Following his capture in York, police charged Appellant with first-degree murder, PIC, and numerous other offenses. The case proceeded tó a jury trial, where Appellant claimed self-defense and attempted to paint Victim as the aggressor. Specifically, Appellant stated he opened fire because Victim was beating him from behind with a metallic object, which Appellant believed was a weapon. In rebuttal, the Commonwealth called Police Sergeant Sean Butts, a longtime friend of Victim, who testified to Victim’s peaceable nature. Defense counsel objected to this testimony solely on the grounds of relevance. The court overruled the objection and permitted Sgt. Butts to testify. The jury found Appellant guilty of first-degree murder and PIC. The court sentenced Appellant to life imprisonment on the murder charge and a concurrent sentence of two and a half to five years’ imprisonment for PIC.

Appellant timely appealed and a three-judge panel of this Court vacated and remanded for a new trial on the ground that the court erred when it allowed Sgt. Butts to give “character evidence not in the form of reputation testimony.” The panel further concluded the error was not harmless, primarily because Appellant raised self-defense, making Victim’s reputation for peacefulness a critical issue. The Commonwealth sought en banc reconsideration, which this Court granted on October 20, 2011.

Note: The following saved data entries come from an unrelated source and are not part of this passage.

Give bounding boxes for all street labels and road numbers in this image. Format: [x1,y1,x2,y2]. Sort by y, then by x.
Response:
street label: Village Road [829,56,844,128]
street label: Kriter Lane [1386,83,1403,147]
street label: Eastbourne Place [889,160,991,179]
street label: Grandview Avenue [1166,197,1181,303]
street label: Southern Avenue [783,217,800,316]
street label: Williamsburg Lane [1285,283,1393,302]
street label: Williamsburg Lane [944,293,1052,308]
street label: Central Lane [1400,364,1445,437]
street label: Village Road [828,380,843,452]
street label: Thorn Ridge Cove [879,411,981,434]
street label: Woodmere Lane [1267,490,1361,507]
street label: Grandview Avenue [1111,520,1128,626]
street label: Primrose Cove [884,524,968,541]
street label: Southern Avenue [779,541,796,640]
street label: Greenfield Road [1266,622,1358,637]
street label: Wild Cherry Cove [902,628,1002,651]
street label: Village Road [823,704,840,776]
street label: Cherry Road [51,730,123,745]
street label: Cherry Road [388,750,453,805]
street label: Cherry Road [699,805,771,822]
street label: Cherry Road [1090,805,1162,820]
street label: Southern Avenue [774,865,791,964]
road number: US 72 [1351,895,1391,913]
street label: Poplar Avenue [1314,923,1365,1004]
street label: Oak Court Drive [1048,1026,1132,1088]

Appellant raises five issues for our review:

IS APPELLANT ENTITLED TO AN ARREST OF JUDGMENT ON ALL CHARGES WHERE THE EVIDENCE, AS HERE, IS NOT SUFFICIENT TO SUSTAIN THE VERDICT?
IS APPELLANT ENTITLED TO A NEW TRIAL AS THE RESULT OF COURT ERROR WHERE THE COURT PERMITTED BLATANT HEARSAY WHICH ESTABLISHED THAT SOMEONE IN THE NEIGHBORHOOD HAD SAID THAT APPELLANT SHOT AND KILLED VICTIM? IS APPELLANT ENTITLED TO A NEW TRIAL AS THE RESULT OF COURT ERROR WHICH PERMITTED SERGEANT BUTTS TO OFFER EVIDENCE OF GOOD CHARACTER OF [VICTIM] WHERE SAME WAS [711]*711IMPROPER AND WAS OFFERED IMPROPERLY THROUGH THE FORM OF PERSONAL OPINION?
SHOULD APPELLANT BE AWARDED A NEW TRIAL AS THE RESULT OF PROSECUTORIAL MISCONDUCT DURING THE COURSE OF TRIAL, AND WHERE THE PROSECUTOR REFERRED TO EVIDENCE NOT OF RECORD, REFERRED TO HEARSAY, AND ASKED A PARTICULAR QUESTION ONLY TO UNFAIRLY PREJUDICE THE JURY?
SHOULD APPELLANT BE AWARDED A NEW TRIAL AS THE RESULT OF PROSECUTORIAL MISCONDUCT (A) DURING CROSS-EXAMINATION OF APPELLANT; (B) DURING CLOSING ARGUMENT WHERE THE PROSECUTOR ALLUDED TO EVIDENCE NOT PRESENTED; AND (C) WHERE THE PROSECUTOR BRANDED APPELLANT A LIAR?

(Appellant’s Brief at 3).

Appellant first argues there was insufficient evidence to support his conviction for first-degree murder. Specifically, Appellant contends the Commonwealth failed to prove he acted with specific intent to kill, mostly due to Appellant’s belief that Victim was the aggressor and came looking for Appellant “with hardness of heart.” Appellant claims the Commonwealth’s evidence was entirely lacking on this element, and without his own decision to testify in self-defense, there would have been no evidence that Appellant even shot Victim. Appellant concedes the jury was free to disbelieve his version of events, but he reasons the jury cannot find him guilty solely because they disbelieved him. According to Appellant, he should receive a new trial because the jury convicted him for an impermissible reason. We disagree.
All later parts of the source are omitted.